Korach. How are We Supposed to Know?

I saw an interesting thing in Volume 4 of Rav Shach's letters.  He asks on the Gemara in Bava Metzia 85b
אמר רב יהודה אמר רב מאי דכתיב (ירמיהו ט) מי האיש החכם ויבן את זאת ואשר דבר פי ה' אליו ויגידה על מה אבדה הארץ דבר זה אמרו חכמים ולא פירשוהו אמרו נביאים ולא פירשוהו עד שפירשו הקב"ה בעצמו שנאמר (ירמיהו ט) ויאמר ה' על עזבם את תורתי אשר נתתי לפניהם אמר רב יהודה אמר רב שלא ברכו בתורה תחילה 

When the second Beis Hamikdash was destroyed, the question was asked, what precipitated this terrible tragedy?  The question was asked to the Chachamim, and they did not explain it, the question was asked to the Nevi'im and they did not explain it, and finally Hashem told them that the terrible destruction had taken place because they had lost respect for the Torah.

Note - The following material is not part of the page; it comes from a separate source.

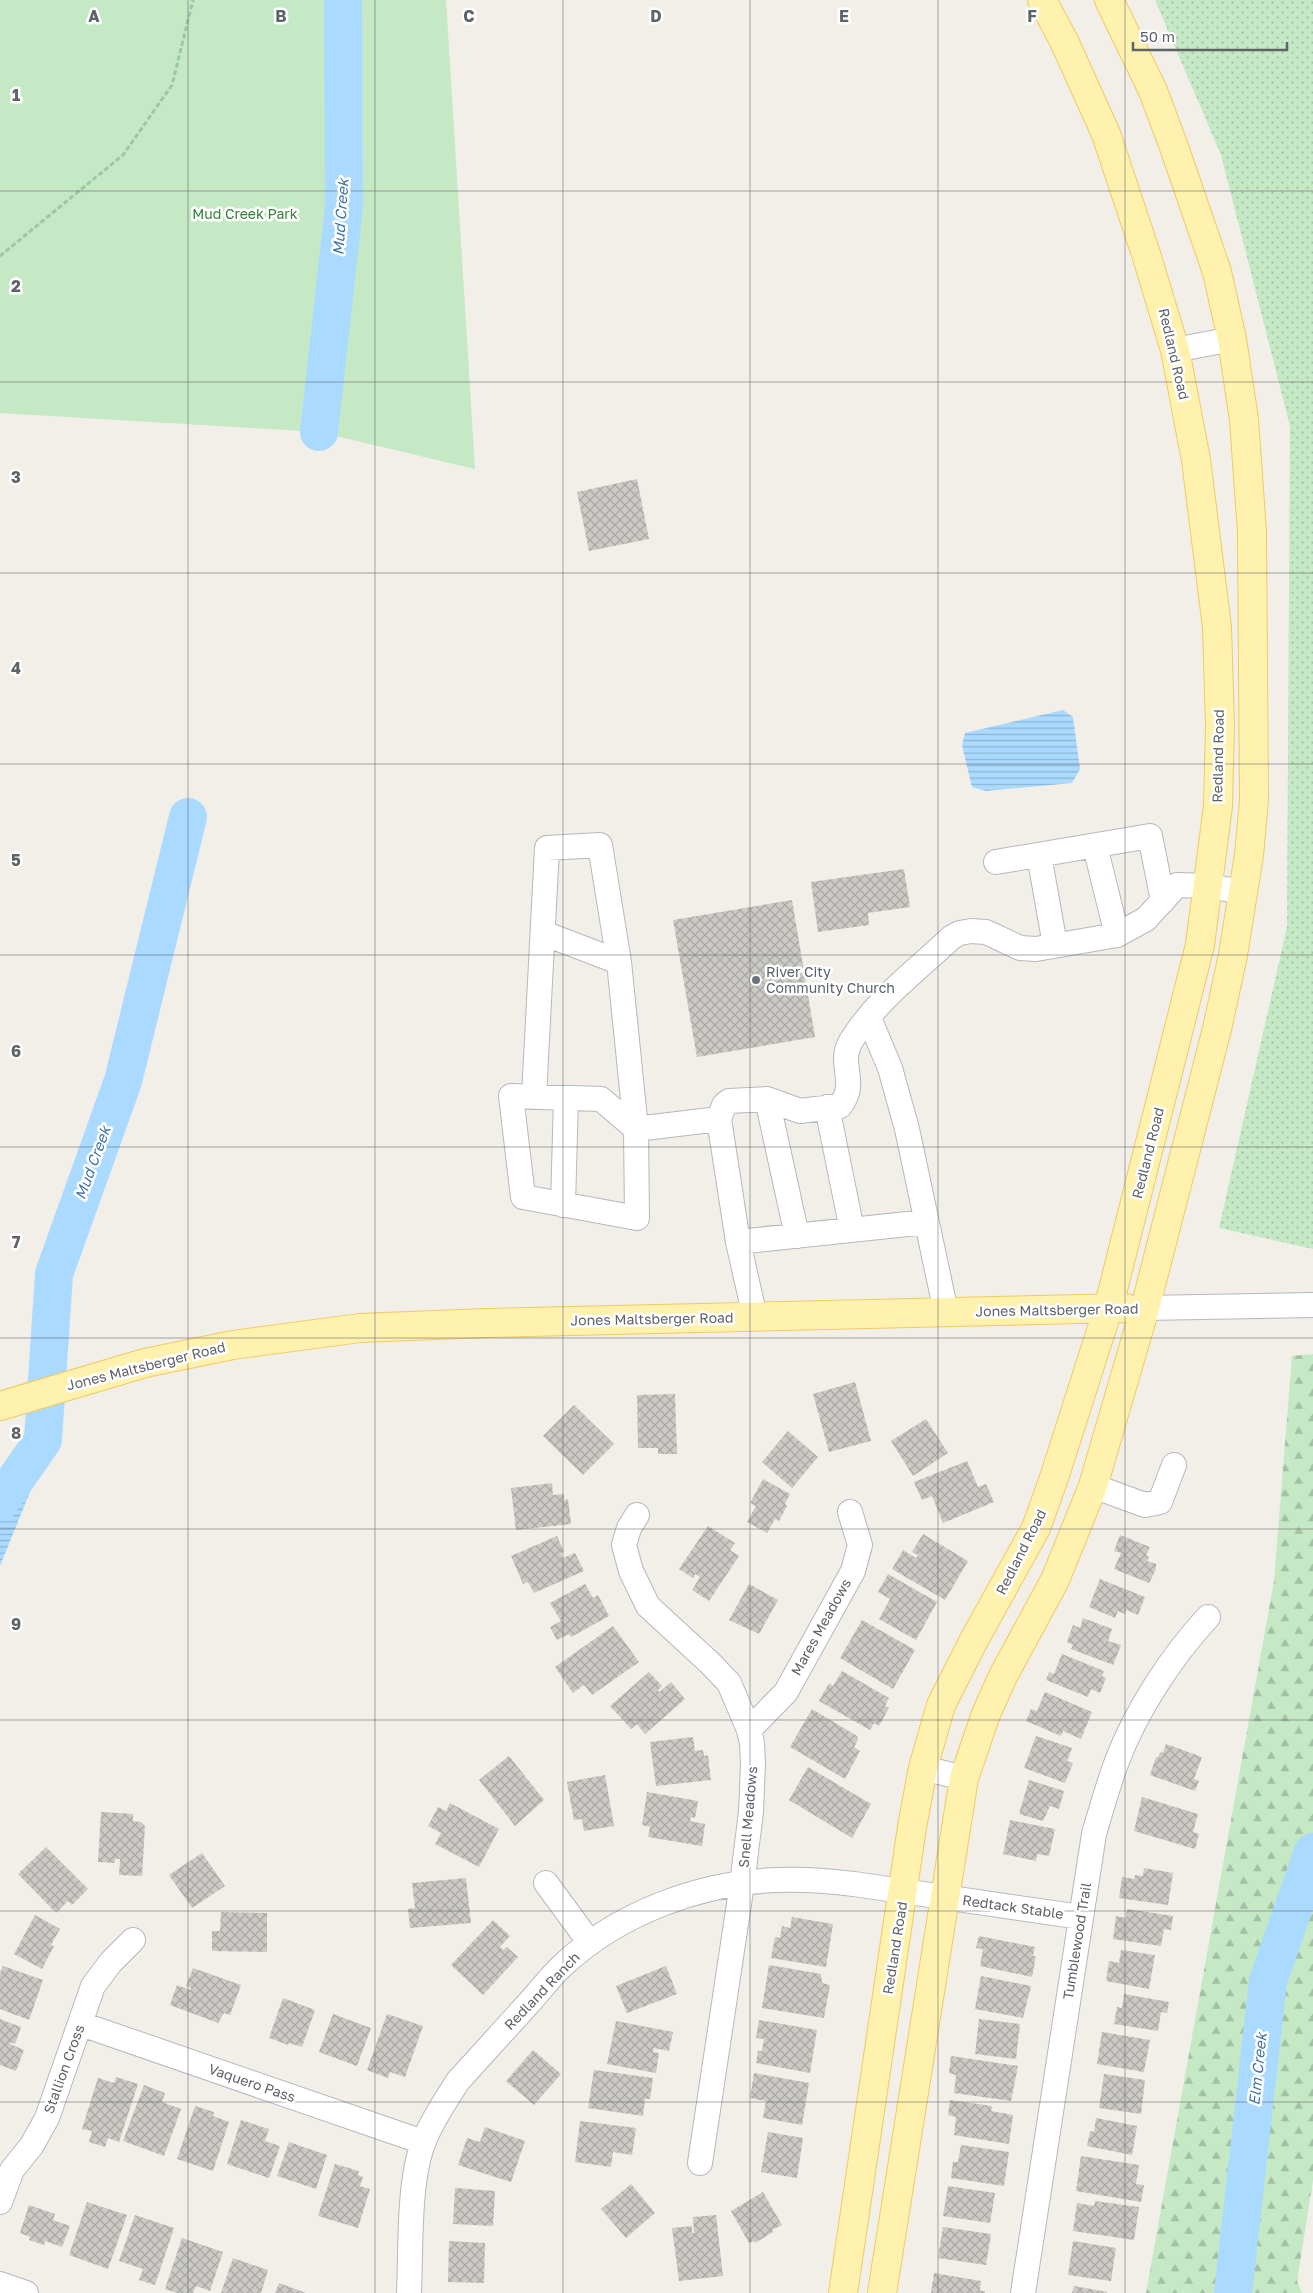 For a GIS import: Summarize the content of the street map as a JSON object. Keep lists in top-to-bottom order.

Rav Shach asks, if the wise men and the Neviim had no idea what the problem was- (there were many problems and the Neviim and Chachamim had been warning the people for decades, but evidently none of those issues explained the terrible destruction and exile)- how can the people be blamed for this sin?  How can you expect the people to regret a sin that no human being, not even the wisest or the most spiritual,  recognized?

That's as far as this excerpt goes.